Paolo Dal Bon, quando e perché nasce la Fondazione Gaber? 

«La Fondazione nasce subito dopo la scomparsa dell’artista; si costituisce inizialmente come un’associazione, coordinata principalmente da me - che per anni ho svolto l’attività di responsabile amministrativo dell’attività del Signor G.-, da sua moglie e da sua figlia. Sul perché, direi che Gaber meritasse un archivio che conservasse la sua produzione, custodendone e divulgandone la memoria. D’altra parte, è un classico e, come tale, è destinato a non tramontare mai».

Gaber, assieme a Sandro Luporini, è annoverato tra i creatori di una forma d’arte prima sconosciuta, il teatro-canzone. Come spiegarla? 

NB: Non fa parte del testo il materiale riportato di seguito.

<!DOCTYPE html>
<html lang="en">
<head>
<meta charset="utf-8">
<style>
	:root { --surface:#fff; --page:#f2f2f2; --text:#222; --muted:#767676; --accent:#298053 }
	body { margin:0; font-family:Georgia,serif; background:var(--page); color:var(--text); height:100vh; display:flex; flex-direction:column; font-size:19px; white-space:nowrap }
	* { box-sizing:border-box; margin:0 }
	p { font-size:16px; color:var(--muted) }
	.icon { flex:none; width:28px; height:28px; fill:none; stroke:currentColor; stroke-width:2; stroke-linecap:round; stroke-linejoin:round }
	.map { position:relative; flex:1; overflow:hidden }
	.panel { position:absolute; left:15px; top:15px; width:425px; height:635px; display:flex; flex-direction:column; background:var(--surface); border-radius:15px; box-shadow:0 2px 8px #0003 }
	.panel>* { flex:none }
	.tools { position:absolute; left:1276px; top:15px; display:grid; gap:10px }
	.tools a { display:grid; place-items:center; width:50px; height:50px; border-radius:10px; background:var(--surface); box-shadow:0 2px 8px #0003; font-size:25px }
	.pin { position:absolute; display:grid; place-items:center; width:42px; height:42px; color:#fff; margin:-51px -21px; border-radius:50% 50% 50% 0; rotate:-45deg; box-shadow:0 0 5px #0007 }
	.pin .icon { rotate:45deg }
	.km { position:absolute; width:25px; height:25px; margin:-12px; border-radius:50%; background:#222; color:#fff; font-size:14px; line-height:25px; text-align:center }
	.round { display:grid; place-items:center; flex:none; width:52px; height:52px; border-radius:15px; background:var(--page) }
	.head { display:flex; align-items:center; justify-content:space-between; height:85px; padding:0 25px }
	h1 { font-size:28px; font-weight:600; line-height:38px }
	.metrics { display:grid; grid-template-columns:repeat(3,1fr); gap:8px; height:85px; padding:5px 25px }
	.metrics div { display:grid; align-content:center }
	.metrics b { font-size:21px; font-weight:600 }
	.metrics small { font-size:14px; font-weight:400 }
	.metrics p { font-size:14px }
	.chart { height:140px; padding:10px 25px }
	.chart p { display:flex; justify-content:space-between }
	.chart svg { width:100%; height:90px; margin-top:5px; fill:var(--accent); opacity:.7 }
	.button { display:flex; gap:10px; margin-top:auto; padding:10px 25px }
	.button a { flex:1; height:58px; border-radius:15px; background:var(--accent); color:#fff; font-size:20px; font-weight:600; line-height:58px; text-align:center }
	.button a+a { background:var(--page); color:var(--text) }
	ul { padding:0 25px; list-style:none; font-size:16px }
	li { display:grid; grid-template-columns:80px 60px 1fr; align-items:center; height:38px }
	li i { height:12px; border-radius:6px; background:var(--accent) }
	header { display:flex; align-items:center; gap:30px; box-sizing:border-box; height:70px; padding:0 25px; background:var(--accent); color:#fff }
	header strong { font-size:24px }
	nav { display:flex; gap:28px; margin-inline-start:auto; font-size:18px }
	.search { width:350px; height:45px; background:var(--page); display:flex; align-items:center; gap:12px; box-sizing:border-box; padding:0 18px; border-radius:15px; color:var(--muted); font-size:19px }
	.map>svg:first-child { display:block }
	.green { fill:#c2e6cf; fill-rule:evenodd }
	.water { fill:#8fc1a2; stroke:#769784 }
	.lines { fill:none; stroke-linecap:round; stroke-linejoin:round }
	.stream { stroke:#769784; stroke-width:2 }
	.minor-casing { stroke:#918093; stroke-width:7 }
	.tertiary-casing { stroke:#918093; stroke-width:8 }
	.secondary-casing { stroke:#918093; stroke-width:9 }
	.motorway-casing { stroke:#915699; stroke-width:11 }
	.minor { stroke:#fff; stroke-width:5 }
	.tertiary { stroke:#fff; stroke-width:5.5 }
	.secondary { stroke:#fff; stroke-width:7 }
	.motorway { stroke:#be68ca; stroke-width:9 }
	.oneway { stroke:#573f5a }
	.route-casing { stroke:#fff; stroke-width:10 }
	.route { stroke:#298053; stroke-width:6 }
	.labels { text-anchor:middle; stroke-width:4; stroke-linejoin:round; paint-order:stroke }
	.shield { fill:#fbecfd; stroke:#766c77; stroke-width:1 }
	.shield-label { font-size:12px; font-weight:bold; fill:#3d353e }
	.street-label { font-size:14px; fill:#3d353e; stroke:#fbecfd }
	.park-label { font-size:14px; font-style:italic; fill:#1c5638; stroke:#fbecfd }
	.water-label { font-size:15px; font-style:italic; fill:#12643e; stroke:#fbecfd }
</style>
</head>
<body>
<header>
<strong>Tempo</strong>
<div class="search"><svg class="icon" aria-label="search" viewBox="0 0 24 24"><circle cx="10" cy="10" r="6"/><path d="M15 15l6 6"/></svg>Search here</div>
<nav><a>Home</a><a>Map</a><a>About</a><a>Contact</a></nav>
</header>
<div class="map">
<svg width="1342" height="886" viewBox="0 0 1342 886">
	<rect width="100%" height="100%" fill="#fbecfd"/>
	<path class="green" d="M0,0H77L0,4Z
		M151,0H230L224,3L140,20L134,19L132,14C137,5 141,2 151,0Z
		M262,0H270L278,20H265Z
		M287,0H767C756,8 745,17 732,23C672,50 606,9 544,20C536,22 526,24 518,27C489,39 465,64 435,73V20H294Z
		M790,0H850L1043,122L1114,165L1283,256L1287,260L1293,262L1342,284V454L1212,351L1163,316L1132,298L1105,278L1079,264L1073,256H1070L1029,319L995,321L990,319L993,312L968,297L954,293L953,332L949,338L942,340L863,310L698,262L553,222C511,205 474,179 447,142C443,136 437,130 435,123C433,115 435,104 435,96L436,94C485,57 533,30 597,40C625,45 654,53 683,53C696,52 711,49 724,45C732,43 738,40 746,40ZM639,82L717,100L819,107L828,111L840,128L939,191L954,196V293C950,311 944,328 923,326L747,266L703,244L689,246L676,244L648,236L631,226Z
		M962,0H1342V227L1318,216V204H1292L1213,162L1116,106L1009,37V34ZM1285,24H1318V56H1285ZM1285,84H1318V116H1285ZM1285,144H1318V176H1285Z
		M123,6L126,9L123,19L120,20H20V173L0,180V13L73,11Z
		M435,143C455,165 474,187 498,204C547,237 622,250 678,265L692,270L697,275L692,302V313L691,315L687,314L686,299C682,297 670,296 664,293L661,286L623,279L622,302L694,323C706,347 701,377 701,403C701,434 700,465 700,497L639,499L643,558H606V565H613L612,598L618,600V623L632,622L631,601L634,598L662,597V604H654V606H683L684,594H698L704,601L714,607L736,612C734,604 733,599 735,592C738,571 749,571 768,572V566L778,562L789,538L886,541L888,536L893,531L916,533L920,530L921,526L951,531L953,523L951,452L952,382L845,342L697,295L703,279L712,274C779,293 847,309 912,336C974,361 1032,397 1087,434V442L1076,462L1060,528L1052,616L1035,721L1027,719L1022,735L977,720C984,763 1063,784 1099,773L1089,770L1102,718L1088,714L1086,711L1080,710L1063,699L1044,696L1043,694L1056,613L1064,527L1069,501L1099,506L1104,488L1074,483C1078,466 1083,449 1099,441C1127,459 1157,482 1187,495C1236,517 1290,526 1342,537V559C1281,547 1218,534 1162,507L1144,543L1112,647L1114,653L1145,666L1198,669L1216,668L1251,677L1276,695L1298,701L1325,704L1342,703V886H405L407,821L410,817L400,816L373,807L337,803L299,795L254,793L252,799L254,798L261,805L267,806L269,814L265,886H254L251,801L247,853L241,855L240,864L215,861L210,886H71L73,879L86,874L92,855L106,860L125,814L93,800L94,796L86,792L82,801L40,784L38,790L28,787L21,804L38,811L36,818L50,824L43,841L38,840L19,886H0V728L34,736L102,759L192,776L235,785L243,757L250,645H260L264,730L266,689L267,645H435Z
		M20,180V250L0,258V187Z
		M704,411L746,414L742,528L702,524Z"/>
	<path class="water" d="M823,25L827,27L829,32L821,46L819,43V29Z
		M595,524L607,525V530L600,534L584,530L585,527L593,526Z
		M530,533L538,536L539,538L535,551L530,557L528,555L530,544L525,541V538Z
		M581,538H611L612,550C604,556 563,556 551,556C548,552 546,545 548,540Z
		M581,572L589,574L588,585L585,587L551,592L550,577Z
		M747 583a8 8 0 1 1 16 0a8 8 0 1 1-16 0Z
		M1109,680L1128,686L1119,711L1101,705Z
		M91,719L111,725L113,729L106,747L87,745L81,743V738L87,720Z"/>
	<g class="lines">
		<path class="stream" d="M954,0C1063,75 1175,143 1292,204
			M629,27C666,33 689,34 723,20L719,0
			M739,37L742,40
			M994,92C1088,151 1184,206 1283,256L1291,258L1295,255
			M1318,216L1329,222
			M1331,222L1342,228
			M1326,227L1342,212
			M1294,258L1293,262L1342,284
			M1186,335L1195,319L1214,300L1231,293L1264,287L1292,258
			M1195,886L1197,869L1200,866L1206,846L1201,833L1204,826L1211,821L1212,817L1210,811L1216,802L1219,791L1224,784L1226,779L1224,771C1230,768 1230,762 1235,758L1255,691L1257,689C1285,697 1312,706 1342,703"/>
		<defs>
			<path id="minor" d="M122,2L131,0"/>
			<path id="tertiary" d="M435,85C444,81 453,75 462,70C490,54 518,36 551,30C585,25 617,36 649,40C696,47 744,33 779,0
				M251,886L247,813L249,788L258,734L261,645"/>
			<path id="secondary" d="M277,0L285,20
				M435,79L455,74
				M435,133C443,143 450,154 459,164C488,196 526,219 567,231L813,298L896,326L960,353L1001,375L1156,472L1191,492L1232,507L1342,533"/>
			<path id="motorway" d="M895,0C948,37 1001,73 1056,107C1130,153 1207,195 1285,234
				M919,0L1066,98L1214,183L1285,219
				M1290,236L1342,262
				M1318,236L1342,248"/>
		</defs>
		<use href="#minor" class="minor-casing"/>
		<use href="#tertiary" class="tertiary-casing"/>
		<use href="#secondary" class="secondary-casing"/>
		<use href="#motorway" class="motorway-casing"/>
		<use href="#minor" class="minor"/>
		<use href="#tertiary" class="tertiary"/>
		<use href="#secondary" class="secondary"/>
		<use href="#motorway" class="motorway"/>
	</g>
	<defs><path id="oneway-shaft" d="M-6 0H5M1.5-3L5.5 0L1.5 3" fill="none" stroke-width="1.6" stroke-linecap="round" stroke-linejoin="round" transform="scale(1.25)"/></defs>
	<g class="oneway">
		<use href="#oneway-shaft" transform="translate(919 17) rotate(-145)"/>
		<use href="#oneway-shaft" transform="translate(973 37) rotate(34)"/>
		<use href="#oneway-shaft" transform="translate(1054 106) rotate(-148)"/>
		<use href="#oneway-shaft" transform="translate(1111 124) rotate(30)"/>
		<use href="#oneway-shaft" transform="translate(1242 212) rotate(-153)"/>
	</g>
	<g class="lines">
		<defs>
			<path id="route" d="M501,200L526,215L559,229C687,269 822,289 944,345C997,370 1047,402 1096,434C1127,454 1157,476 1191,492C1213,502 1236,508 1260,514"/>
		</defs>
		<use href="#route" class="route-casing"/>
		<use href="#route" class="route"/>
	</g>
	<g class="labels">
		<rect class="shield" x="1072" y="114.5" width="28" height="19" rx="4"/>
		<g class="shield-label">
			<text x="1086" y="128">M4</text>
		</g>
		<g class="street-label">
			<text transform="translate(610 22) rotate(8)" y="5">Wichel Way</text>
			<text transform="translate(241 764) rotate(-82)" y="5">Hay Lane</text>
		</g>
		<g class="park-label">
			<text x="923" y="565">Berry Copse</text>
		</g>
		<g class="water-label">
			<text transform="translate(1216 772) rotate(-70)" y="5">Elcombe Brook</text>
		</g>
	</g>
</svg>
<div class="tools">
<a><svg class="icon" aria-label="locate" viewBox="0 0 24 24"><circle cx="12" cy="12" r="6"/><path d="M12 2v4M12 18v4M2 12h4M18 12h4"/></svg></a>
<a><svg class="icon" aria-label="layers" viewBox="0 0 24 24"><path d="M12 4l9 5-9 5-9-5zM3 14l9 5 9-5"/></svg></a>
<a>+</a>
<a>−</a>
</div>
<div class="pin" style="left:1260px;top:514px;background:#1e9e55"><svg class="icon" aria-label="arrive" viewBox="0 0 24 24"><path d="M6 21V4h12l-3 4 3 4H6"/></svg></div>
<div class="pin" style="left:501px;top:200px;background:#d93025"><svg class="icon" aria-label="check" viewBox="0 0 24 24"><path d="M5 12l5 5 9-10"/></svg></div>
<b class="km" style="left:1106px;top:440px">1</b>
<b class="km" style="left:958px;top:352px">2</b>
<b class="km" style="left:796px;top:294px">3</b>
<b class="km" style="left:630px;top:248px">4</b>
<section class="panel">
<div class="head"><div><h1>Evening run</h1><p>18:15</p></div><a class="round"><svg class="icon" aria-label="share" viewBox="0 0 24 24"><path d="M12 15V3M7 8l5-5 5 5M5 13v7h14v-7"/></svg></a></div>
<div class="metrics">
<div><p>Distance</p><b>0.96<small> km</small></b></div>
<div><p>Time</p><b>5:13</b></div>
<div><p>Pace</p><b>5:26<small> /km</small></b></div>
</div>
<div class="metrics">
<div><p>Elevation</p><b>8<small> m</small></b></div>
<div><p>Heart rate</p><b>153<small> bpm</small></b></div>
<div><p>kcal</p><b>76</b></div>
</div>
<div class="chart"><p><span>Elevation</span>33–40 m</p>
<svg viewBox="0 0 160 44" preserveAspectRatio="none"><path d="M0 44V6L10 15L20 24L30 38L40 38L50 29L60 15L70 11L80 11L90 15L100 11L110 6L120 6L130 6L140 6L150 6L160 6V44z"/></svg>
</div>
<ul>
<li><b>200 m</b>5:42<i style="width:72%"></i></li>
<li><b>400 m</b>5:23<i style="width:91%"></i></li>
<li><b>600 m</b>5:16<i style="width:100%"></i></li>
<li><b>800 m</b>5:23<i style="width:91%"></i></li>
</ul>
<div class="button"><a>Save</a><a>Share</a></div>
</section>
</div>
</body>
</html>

«Ci terrei a sottolineare, prima di tutto, che il teatro-canzone non nasce come scelta estetica, sottesa a ragioni artistiche.

Essa, al contrario, emerge quasi naturalmente per supplire ad un’assenza di linguaggio: di fronte ad un contesto che, per essere raccontato, necessitava di forme che andassero al di là del monologo e della canzone, è nell’intreccio tra parola e musica (e non nella loro semplice alternanza) che Gaber e Luporini individuano la risposta strategica per fronteggiare un’urgenza. E devo dire che ci sono riusciti benissimo».

Pensa che oggi esista una forma di linguaggio paragonabile al teatro-canzone, o a questa riconducibile?

«Credo che il rap rappresenti oggi il linguaggio più innovativo e funzionale a raccontare un disagio. Tuttavia, per quanto pensi che ogni epoca abbia una propria specificità e in quanto tale debba essere giudicata, ritengo che né il rap né nessuna altra forma di linguaggio siano attualmente in grado di diventare una voce collettiva, funzionale cioè non solo a descrivere un malessere ma anche a dargli una dimensione di effettiva percezione e consapevolezza».

Destra-Sinistra: era il 1994 quando Gaber portava sulla scena questo brano, certamente rimasto tra i più celebri. Oggi crede che avrebbe lo stesso titolo?

«I testi di Gaber avevano la peculiarità di essere indissolubilmente legati al tempo per cui erano stati concepiti e che si proponevano di raccontare. Destra-Sinistra nasce, in questo senso, come un brano sul costume - piuttosto che sulla cultura - di quell’epoca. Oggi, se il Signor G. fosse vivo, probabilmente la metterebbe in musica solo per accontentare il pubblico; ma si tratta a tutti gli effetti di una canzone che, a differenza di altre, è a mio parere superata. Erano anni in cui dominava una forte isteria della contrapposizione, che oggi ha decisamente preso forme diverse».

In occasione del ventennale, avete deciso, come Fondazione, di divulgare e valorizzare l’opera di Gaber, oltre che con pubblicazioni editoriali, mostre, festival e rassegne, anche con attività rivolte principalmente alle università. 

«Diciamo che l’incontro col mondo accademico è avvenuto abbastanza naturalmente; è stato, in un certo senso, l’inevitabile approdo che, di fronte ad una crescente domanda di divulgazione da parte delle università, ha trovato la nostra esigenza di diffusione e valorizzazione della produzione di Gaber. Certamente, col ventennale, queste iniziative hanno conosciuto una sistematicità assente negli anni precedenti. Abbiamo girato in varie realtà, da Firenze a Milano, passando per Genova e adesso in Puglia, ieri a Bari, oggi a Lecce; una città che ci ha già ospitati nel 2017 in occasione della prima edizione del seminario e dove ho gran piacere a ritornare, certo di trovarvi nuove situazioni altrettanto stimolanti».